Return each line of the entries that holds the string "strokeStyle".

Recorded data
════════════════

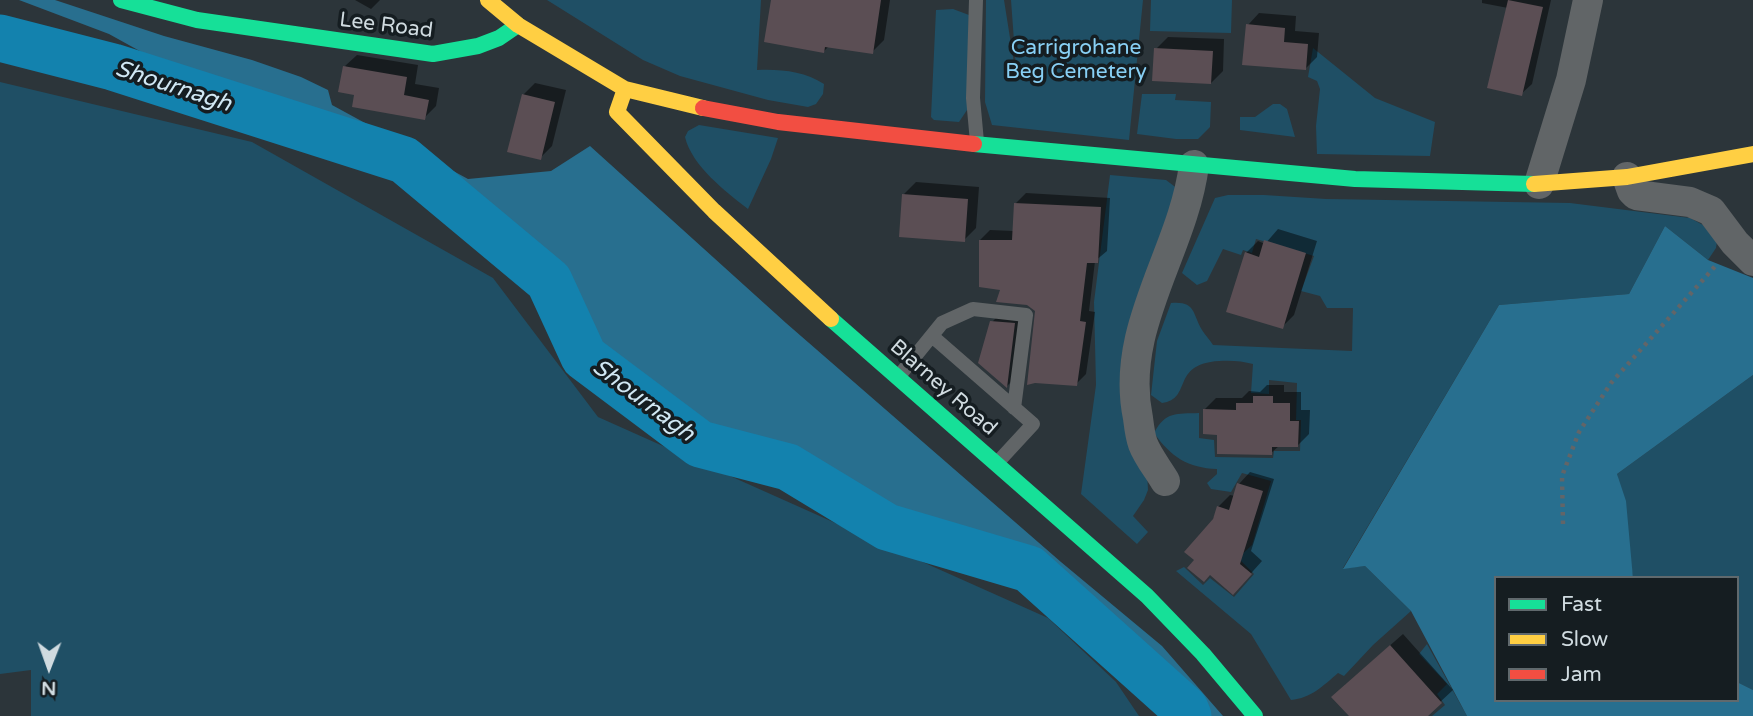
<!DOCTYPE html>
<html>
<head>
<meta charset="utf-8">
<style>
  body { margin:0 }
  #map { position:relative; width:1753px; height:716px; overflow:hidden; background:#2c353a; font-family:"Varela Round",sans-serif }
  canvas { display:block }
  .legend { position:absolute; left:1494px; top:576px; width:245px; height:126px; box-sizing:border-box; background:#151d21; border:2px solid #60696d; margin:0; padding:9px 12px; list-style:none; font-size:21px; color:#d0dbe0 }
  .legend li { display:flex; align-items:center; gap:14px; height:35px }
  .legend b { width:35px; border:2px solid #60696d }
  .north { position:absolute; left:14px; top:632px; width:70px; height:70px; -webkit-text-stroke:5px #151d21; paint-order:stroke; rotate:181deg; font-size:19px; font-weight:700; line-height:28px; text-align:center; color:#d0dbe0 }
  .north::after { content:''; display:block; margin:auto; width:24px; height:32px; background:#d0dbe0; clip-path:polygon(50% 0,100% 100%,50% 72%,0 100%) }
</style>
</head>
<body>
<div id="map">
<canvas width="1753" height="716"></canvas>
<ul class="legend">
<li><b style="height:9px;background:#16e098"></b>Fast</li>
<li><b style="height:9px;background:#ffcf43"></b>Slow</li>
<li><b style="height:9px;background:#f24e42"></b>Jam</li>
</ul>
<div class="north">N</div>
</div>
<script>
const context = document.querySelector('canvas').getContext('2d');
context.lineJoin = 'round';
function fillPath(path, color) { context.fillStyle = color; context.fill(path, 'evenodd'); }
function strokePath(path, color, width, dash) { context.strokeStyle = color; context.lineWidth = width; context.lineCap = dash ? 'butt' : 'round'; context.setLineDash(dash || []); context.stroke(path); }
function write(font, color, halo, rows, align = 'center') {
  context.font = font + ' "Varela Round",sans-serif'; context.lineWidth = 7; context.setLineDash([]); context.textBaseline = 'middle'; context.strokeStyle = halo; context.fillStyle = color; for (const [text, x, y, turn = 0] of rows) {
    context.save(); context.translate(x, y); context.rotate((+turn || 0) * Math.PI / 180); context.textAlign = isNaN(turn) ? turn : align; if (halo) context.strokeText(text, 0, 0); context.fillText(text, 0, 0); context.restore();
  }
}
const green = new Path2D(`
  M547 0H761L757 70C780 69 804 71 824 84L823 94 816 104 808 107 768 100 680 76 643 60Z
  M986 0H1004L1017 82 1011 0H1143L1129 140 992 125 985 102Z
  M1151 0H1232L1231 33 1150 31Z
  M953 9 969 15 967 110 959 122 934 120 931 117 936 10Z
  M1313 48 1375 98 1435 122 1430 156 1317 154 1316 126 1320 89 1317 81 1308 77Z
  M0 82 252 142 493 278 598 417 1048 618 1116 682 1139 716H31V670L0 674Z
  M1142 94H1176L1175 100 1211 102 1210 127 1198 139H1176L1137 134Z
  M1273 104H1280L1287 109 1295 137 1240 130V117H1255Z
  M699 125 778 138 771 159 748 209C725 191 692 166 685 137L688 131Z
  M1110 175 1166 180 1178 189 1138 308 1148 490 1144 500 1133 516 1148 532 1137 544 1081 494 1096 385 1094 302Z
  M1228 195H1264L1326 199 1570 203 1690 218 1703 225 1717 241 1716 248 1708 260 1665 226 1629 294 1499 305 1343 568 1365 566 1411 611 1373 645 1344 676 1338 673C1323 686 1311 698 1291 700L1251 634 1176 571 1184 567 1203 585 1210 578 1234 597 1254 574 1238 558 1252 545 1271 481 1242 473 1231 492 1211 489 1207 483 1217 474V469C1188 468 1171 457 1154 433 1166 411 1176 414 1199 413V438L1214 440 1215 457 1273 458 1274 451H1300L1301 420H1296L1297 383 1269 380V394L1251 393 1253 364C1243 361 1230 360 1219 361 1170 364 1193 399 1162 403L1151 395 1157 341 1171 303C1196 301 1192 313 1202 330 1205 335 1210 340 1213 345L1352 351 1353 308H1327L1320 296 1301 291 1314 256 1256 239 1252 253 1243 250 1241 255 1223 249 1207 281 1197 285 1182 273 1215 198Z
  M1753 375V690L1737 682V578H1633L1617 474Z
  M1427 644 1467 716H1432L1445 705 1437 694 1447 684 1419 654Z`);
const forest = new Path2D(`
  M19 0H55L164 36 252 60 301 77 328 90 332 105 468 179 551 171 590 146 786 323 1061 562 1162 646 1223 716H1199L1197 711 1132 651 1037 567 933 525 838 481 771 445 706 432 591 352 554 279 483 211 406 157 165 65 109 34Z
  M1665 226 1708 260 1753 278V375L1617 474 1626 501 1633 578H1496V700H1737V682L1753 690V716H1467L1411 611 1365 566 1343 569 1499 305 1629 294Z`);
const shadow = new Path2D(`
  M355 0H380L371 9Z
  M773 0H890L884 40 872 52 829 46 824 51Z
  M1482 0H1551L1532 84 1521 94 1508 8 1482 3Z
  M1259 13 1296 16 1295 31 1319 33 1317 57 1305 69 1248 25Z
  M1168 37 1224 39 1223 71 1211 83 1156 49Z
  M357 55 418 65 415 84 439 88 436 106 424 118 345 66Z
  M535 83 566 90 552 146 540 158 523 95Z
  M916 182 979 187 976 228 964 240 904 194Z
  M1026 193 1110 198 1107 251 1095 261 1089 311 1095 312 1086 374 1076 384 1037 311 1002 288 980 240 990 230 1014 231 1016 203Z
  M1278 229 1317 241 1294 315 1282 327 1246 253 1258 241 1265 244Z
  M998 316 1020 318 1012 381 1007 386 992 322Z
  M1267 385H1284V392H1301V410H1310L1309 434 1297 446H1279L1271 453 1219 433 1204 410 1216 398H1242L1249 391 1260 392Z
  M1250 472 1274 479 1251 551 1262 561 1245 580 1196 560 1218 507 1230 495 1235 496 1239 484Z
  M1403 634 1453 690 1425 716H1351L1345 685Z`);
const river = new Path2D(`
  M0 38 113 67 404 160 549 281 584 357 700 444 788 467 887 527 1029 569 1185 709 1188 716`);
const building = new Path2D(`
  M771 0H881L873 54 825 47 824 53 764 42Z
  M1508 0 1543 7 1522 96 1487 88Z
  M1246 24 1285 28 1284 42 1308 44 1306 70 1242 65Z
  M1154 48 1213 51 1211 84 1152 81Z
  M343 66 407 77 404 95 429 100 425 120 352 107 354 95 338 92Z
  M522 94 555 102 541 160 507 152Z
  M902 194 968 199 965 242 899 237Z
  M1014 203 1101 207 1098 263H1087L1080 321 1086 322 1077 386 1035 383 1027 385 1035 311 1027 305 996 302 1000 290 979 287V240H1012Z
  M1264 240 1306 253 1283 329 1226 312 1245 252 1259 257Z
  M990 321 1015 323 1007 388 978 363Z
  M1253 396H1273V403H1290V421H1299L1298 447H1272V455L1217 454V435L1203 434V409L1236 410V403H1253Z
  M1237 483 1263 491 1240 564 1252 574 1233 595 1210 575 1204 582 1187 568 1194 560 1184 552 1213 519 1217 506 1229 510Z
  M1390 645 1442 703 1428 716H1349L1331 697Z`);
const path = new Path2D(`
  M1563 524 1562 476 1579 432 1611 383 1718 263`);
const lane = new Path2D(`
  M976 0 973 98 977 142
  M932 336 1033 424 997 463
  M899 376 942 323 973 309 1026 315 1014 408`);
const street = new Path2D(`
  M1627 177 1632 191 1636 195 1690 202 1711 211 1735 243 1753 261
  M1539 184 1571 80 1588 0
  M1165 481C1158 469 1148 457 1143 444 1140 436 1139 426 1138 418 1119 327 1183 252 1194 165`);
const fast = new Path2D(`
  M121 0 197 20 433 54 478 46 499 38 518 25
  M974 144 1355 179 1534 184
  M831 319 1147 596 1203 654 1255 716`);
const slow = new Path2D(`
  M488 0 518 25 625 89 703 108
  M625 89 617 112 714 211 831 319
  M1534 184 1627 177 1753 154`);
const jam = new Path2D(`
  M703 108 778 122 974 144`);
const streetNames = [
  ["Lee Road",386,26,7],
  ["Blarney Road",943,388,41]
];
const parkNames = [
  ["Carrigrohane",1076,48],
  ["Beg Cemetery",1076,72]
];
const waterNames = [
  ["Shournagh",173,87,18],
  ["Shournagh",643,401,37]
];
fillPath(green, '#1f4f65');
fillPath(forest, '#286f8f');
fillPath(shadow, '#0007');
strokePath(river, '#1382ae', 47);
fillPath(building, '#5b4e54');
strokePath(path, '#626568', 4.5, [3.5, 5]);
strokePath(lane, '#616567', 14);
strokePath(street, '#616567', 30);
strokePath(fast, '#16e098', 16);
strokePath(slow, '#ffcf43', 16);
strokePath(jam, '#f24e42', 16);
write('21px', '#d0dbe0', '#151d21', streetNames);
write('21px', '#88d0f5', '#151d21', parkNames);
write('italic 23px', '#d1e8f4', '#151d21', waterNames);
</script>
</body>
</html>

════════════════

[Answer to the exercise]:
function strokePath(path, color, width, dash) { context.strokeStyle = color; context.lineWidth = width; context.lineCap = dash ? 'butt' : 'round'; context.setLineDash(dash || []); context.stroke(path); }
  context.font = font + ' "Varela Round",sans-serif'; context.lineWidth = 7; context.setLineDash([]); context.textBaseline = 'middle'; context.strokeStyle = halo; context.fillStyle = color; for (const [text, x, y, turn = 0] of rows) {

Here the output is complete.